No, the life he knew was gone for good.
§
When her mother answered the bell at ten o'clock that night Angela stumbled through the door and toward her room. She'd never felt so tired in her life. Her mother followed her though the kitchen and into the bedroom. "He didn't even come up with you," she said. "He could have called to say how late you'd be. Did he know what time it was?"
"He had an emergency," Angela mumbled, her eyes nearly closed, half-asleep.
"What's that you're wearing? Where are your clothes?"
Angela got into her bed after removing only her coat and pulled the covers up around her. Her mother's breath smelled stale. When she leaned over, her long loose hair hung in Angela's face. She imagined the hairs were tiny pins pricking her skin. It feels dull when it should feel sharp, she heard her father say.
"What happened? Angela? Angela?"
"I don't know," she murmured. With her eyes closed she saw Mr. Sorenson's ponies. She'd gone back to his room, sat in a chair beside his bed. Angel, he'd whispered to her.
The next morning the apartment was dark; Angela's mother always pulled the shades down, not wanting to be woken by the sun. Angela could watch television, even play the radio; her mother never came out of her room before ten on Sundays. Instead, Angela retied the bow at her waist, cinching it a little tighter, pulled the blue fuzzy ankle socks higher up her calves, buckled her patent leather mary janes, and took five dollars from her mother's handbag in the living room for cab fare. The apartment door locked behind her.
When she got to Mercy Hospital none of the nurses seemed particularly surprised to see her. Her father was in a meeting; she could wait in the doctor's lounge if she wanted to.

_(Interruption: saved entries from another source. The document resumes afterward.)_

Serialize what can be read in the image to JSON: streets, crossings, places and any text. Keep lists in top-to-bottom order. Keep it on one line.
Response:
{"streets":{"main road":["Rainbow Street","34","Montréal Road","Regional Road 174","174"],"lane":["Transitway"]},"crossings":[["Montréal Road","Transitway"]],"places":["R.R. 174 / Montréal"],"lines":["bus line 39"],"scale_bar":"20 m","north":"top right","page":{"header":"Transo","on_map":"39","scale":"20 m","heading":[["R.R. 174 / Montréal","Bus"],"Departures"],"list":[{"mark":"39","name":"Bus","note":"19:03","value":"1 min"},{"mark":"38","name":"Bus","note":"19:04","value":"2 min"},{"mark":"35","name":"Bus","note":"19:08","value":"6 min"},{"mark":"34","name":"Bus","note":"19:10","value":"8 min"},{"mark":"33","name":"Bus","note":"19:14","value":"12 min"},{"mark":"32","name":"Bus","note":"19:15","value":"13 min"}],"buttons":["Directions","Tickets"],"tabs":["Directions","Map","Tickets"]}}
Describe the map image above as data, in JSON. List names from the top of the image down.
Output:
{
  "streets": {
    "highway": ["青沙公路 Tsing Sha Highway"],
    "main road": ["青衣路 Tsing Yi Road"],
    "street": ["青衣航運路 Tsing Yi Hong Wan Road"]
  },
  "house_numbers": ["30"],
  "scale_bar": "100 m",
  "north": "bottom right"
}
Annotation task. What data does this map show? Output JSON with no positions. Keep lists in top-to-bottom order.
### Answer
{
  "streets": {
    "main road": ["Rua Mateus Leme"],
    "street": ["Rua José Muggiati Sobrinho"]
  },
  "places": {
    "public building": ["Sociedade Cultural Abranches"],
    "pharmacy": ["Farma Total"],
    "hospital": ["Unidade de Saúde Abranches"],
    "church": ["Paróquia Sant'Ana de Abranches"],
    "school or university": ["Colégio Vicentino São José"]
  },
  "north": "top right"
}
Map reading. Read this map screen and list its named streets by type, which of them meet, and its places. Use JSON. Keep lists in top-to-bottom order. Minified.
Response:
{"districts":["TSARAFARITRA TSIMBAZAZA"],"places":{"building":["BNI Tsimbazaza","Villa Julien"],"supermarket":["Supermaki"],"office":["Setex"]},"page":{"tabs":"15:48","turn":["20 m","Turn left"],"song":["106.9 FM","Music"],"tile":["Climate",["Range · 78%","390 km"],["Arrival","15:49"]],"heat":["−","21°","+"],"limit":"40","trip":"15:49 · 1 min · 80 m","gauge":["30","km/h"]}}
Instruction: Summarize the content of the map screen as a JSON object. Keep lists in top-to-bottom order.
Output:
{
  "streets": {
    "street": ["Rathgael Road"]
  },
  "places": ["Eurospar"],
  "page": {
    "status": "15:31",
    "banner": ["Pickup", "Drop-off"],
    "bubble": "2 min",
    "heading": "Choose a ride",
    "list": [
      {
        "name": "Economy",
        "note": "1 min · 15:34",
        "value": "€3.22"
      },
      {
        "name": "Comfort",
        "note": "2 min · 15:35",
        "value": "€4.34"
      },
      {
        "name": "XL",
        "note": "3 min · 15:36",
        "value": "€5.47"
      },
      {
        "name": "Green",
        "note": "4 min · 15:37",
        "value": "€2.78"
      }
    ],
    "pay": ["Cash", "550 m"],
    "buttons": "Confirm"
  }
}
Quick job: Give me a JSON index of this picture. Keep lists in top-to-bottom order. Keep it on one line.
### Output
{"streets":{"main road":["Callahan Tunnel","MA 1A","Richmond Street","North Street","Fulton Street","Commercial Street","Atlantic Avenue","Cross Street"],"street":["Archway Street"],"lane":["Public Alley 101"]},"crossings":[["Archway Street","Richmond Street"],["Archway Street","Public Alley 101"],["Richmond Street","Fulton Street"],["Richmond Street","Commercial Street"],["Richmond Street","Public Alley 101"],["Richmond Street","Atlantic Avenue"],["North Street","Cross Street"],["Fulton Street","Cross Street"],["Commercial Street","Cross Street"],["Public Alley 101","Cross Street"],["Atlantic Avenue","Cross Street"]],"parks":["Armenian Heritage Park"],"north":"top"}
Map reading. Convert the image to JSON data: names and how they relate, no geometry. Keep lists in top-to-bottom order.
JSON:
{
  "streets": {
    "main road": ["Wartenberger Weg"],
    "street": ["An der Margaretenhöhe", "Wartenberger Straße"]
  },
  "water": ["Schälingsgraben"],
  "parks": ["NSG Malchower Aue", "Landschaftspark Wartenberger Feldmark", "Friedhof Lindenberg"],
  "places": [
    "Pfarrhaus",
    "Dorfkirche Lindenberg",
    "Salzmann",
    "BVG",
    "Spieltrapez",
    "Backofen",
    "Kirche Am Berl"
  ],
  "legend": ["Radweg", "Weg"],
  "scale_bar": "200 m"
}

She walked straight to Mr. Sorenson's room. There were fresh sheets and a pink blanket folded at the foot of the bed. Where had he gone? She felt panicked. "Mr. Sorenson?" she asked a nurse she didn't recognize. "Mr. Sorenson?"
"Yes, dear," the nurse nodded her head. "He passed. Early this morning."
He'd passed. He was gone, then. To his people, she thought, and wondered who they were.
Angela walked slowly to the vending machine where everything behind the glass was shiny and tightly wrapped. A little farther down the hall a man in a grey uniform pushed a gurney stacked precariously high with bright red garbage bags stamped with big black letters. He was going toward the exit. At the very bottom of the pile a pink ribbon had come loose and was trailing from the gurney, dragging on the ground. There was change in the child's coat pocket, two quarters and a dime. Angela thought of big Mrs. McKenzie, who was still waiting for her potato chips. As she walked under the bright lights toward the fat woman's room, the shiny bag in her small hand, the flesh of her thighs rubbed, slightly sticky from the river Mr. Sorenson had set to moving inside her.